Le vin est à la gastronomie ce que le parfum est à la haute-couture : un parachèvement ; une élégance et un plaisir ; une coquetterie, et une nécessité. Mais le parfum, lui, ne se partage pas et Lolita, elle, n’a qu’un souci : vous faire découvrir ce vin qu’elle a tant aimé. Elle l’aura aimé parce qu’elle aime son histoire, ou parce qu’elle l’associe au temps et au lieu de sa découverte, ou encore pour ce qu’il est, très simplement. Elle vous le racontera, si vous souhaitez l’entendre : aidée de sa prodigieuse mémoire, elle saura vous dire, bien souvent, tout ce que vous aimeriez savoir, mais aussi ce dont vous n’auriez pas songé qu’on puisse l’associer à l’appréciation d’un vin. Aucun de ses récits, pour autant, ne figera votre dégustation : parce qu’elle aime avant tout, dans le vin, qu’il soit vivant, elle fera toujours en sorte de lui donner, très humblement et poétiquement, une part de sa propre vitalité. Je ne crains pas qu’elle s’en trouve jamais dévitalisée pour autant. Telle Thomas, son acolyte en salle, elle puise à une source mystérieuse, infiniment abondante, d’énergie, de curiosité et d’enthousiasme. Telle Thomas, telle Benjamin, elle doute, questionne, apprend et découvre sans cesse. Sa fréquentation des bars à vin, des vignes, des chais et autres restaurants remarquables ne l’aura pas rendu vaine : elle cherche toujours, affine toujours, sûre, au fond d’elle, de n’en avoir jamais fini. La fleur du printemps est humble et intriguée, loin des effluves démonstratives et tapageuses de l’été. 

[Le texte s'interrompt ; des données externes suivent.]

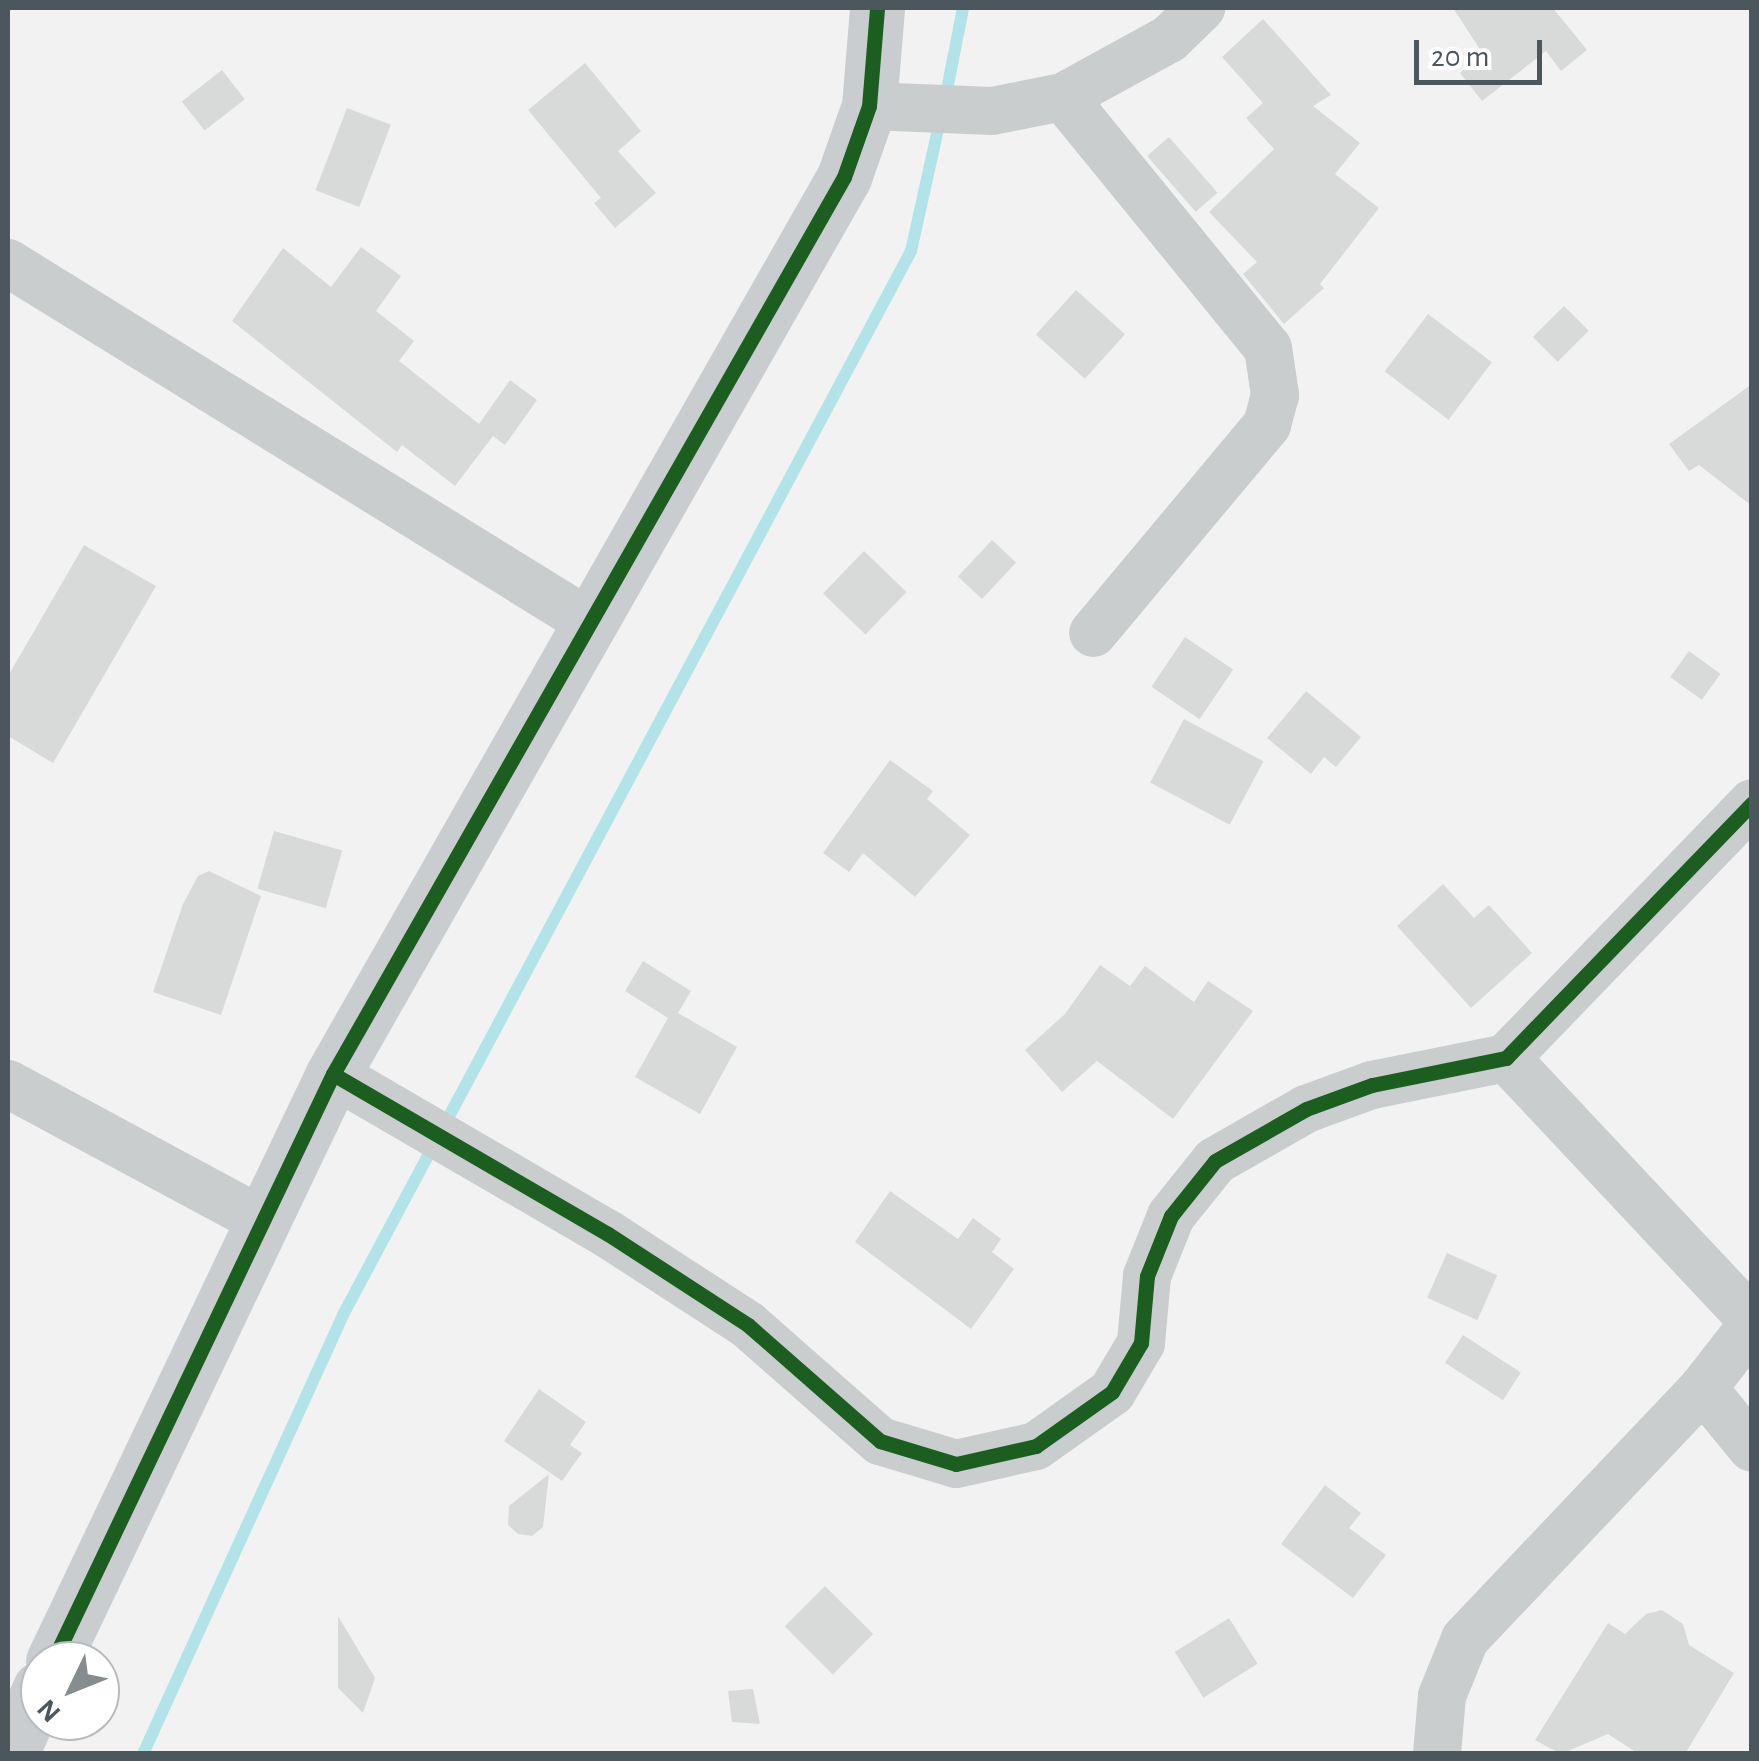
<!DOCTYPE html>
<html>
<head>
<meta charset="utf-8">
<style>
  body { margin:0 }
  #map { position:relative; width:1759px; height:1761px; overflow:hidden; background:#f2f2f2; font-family:"Alegreya Sans",sans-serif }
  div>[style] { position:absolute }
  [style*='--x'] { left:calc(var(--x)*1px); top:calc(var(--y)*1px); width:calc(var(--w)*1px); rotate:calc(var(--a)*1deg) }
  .stream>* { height:12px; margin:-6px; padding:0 6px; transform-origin:6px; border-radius:6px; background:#b2e3e8 }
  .building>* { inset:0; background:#d8dada; transform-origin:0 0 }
  .street>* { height:48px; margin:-24px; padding:0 24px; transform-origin:24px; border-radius:24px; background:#cacdcd }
  .secondary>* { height:55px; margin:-27.5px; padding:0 27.5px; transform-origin:27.5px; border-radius:27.5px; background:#cacdcf }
  .cycleway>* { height:15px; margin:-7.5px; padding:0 7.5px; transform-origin:7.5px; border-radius:7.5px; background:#1b5e20 }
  span { translate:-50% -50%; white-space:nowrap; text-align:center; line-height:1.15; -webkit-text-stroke:10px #fff; paint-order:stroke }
  .frame { position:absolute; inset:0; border:10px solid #4b565d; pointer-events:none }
  .north { position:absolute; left:20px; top:1641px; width:100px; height:100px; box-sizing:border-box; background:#fff; border:2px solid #b7bbbe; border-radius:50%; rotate:227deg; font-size:28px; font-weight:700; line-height:40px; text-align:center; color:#4b565d }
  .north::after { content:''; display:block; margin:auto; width:35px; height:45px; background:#858d91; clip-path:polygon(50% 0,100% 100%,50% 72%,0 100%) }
  .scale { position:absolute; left:1414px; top:40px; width:128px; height:45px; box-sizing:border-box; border:5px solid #4b565d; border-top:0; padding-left:12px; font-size:30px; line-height:35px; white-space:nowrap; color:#4b565d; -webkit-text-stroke:8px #fff; paint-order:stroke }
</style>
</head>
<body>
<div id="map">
  <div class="stream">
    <div style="--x:945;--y:100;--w:94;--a:-78.9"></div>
    <div style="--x:143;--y:1754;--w:485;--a:-65.5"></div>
    <div style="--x:344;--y:1313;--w:1204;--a:-61.9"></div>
    <div style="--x:911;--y:251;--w:134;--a:-77.5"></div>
  </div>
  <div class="building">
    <div style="clip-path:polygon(1453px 8px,1553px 8px,1587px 50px,1561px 71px,1546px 51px,1482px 101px,1460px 73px,1483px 54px)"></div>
    <div style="clip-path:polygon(1263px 19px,1331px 95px,1313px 106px,1360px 143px,1335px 174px,1379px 208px,1320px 284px,1324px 288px,1284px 324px,1243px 274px,1257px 262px,1209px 212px,1274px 149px,1246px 118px,1263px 103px,1222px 57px)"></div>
    <div style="clip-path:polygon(585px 63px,641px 131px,618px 151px,656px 193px,615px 228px,594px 203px,601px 198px,528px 110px)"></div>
    <div style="left:222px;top:70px;width:37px;height:51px;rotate:52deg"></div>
    <div style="left:347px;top:108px;width:47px;height:88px;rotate:21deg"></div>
    <div style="left:1169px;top:137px;width:74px;height:29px;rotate:49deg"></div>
    <div style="clip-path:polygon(361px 247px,401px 276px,376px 311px,414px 341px,399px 361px,479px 424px,510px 380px,537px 400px,505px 445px,493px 436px,455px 486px,402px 445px,397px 452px,232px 321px,283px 248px,331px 287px)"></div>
    <div style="left:1076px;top:290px;width:66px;height:60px;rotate:42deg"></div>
    <div style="left:1564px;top:306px;width:35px;height:44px;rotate:45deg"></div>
    <div style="left:1428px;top:314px;width:80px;height:72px;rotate:37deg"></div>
    <div style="clip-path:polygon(1752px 384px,1752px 506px,1699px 465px,1689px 471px,1669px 444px)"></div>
    <div style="left:992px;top:540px;width:33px;height:50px;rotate:43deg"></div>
    <div style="clip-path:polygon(84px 545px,156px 586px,53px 763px,8px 736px,8px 676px)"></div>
    <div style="left:864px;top:551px;width:59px;height:59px;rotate:44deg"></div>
    <div style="left:1185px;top:637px;width:58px;height:60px;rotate:34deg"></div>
    <div style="left:1689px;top:651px;width:39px;height:32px;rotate:36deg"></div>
    <div style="clip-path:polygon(1306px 691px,1361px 737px,1336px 767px,1324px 757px,1311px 774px,1267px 738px)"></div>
    <div style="left:1184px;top:719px;width:90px;height:72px;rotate:28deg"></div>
    <div style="clip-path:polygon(890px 760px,933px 791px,927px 799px,970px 835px,915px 897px,863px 853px,849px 872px,823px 853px)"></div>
    <div style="left:274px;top:831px;width:71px;height:60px;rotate:16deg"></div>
    <div style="clip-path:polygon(209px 871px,261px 896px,221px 1015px,153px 992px,183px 904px,198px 876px)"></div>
    <div style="clip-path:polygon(1443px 884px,1474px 918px,1489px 905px,1532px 953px,1471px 1008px,1397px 926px)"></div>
    <div style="clip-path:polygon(643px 961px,691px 991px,678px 1013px,737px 1047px,700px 1114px,635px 1077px,668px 1018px,625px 991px)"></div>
    <div style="clip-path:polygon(1100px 965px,1130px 986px,1145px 966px,1194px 1002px,1208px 981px,1253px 1011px,1173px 1119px,1097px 1061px,1062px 1092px,1025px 1050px,1065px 1014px)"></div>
    <div style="clip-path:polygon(890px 1191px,958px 1239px,973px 1218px,1001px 1239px,992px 1252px,1014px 1269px,971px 1329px,855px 1242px)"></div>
    <div style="left:1447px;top:1253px;width:55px;height:49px;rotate:24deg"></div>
    <div style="left:1463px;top:1335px;width:69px;height:33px;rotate:33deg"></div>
    <div style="clip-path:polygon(539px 1389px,586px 1422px,570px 1445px,582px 1453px,562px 1481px,504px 1441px)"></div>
    <div style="clip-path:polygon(549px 1474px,543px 1527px,532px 1536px,518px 1534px,508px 1525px,509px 1506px)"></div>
    <div style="clip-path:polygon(1325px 1485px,1361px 1513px,1349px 1528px,1386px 1555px,1353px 1598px,1281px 1544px)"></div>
    <div style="left:825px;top:1586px;width:68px;height:57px;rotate:45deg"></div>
    <div style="clip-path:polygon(1662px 1610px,1683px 1624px,1689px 1645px,1734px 1673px,1685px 1754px,1639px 1754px,1608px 1734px,1561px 1754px,1535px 1740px,1608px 1623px,1625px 1634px,1646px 1614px)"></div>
    <div style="clip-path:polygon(338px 1616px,375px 1678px,363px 1713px,338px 1688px)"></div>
    <div style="left:1229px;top:1618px;width:54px;height:64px;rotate:58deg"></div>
    <div style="clip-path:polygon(753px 1689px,760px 1724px,732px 1722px,728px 1691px)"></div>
  </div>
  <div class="street">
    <div style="--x:1063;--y:97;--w:324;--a:50.8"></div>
    <div style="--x:1268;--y:348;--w:48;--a:81.5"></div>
    <div style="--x:1275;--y:395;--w:31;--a:105"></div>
    <div style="--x:1267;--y:425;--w:271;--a:129.9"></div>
    <div style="--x:869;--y:106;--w:123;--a:2.3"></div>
    <div style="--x:992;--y:111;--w:72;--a:-11.2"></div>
    <div style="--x:1063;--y:97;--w:121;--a:-28.7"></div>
    <div style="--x:1169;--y:39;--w:45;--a:-44.1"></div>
    <div style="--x:8;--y:263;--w:681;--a:31.73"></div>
    <div style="--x:1506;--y:1058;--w:359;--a:46.8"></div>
    <div style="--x:333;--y:1074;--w:318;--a:30.2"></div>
    <div style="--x:608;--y:1234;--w:167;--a:33"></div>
    <div style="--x:748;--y:1325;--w:176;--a:41.3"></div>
    <div style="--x:880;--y:1441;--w:79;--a:16.8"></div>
    <div style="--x:956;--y:1464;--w:82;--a:-12.7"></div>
    <div style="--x:1036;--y:1446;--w:93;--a:-35.4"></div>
    <div style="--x:1112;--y:1392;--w:57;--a:-59.4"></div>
    <div style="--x:1141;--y:1343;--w:67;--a:-84.9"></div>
    <div style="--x:1147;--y:1276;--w:65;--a:-68.2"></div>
    <div style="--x:1171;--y:1216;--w:70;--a:-51.3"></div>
    <div style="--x:1215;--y:1161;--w:105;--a:-29.7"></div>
    <div style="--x:1306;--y:1109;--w:70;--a:-20"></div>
    <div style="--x:1372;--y:1085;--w:137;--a:-11.4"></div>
    <div style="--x:1506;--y:1058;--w:354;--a:-46"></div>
    <div style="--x:8;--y:1084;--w:291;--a:28.3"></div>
    <div style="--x:1703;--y:1388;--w:77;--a:50.8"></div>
    <div style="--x:1437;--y:1754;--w:58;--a:-85.1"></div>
    <div style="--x:1442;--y:1696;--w:61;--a:-68"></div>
    <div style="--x:1465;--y:1639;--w:346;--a:-46.5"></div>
    <div style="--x:1703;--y:1388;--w:80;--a:-52.1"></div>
  </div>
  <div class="secondary">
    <div style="--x:53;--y:1661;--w:650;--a:-64.5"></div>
    <div style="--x:333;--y:1074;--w:1032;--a:-60.33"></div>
    <div style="--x:844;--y:177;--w:75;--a:-70.6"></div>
    <div style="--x:869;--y:106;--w:98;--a:-85.3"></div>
    <div style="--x:11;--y:1754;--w:72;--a:-66.3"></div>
  </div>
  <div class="cycleway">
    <div style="--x:333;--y:1074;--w:318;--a:30.2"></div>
    <div style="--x:608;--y:1234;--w:167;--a:33"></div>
    <div style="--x:748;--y:1325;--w:176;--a:41.3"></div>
    <div style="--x:880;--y:1441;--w:79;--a:16.8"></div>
    <div style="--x:956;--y:1464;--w:82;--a:-12.7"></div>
    <div style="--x:1036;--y:1446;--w:93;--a:-35.4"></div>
    <div style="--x:1112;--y:1392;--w:57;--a:-59.4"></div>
    <div style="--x:1141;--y:1343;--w:67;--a:-84.9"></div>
    <div style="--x:1147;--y:1276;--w:65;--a:-68.2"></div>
    <div style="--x:1171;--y:1216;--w:70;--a:-51.3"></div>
    <div style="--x:1215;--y:1161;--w:105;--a:-29.7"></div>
    <div style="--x:1306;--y:1109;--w:70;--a:-20"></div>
    <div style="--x:1372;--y:1085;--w:137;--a:-11.4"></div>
    <div style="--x:1506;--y:1058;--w:354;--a:-46"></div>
    <div style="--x:53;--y:1661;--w:650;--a:-64.5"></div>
    <div style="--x:333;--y:1074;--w:1032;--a:-60.33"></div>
    <div style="--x:844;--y:177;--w:75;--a:-70.6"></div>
    <div style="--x:869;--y:106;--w:98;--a:-85.3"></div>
  </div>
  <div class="frame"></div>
  <div class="north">N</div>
  <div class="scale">20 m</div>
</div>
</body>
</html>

Lorsque vous me ferez l’honneur de votre visite, vous assisterez au ballet rituel de tout restaurant : on s’assoit, on se lève, on parle, on se tait, on « envoie » des plats, on les retire : à la fin de l’envoi, donc, et de mille façons, elle saura vous toucher et apporter au plat de Benjamin cette nuance olfactive et gustative qu’elle comprend si bien et qu’elle tient si fort à vous faire partager avec elle : c’est cette attention, en premier lieu, qui ne manquera pas de vous frapper. Vous lirez dans ses yeux, lorsque vous plongerez vos narines et vos lèvres dans son vin d’élection, une incertitude, une inquiétude, une attente, mais ne vous fiez pas à cette apparence : Lolita n’est pas un chevreau de la dernière portée, non, Lolita est chevronnée mais se refuse à se croire telle ; ou plutôt, qu’elle soit parfaitement compétente est une idée qui ne l’effleure pas, étant en ce cas la plus inutile des idées : ce vin vous plaît-il ou non ? là est sa seule question. Le reste est littérature. 

Alors en cette littérature, pour vous, elle se replonge. Elle apprend, découvre, écoute, goûte, parfait son palais, son savoir, laisse faire le jeu des rencontres et des influences. Ainsi saura-t-elle, lorsque vous reviendrez, vous surprendre une fois encore. Vous parlerez avec elle ; peut-être la trouverez-vous insouciante parce qu’elle a, encore et pour toujours, dans les yeux et la voix, une plage de Martinique, aux (cette fois-là) douces cinq heures du soir, aux échos de cocktails et de bleus insensés. Vous vous tromperez cependant : elle sera soucieuse ; mais ce ne sera que de vous.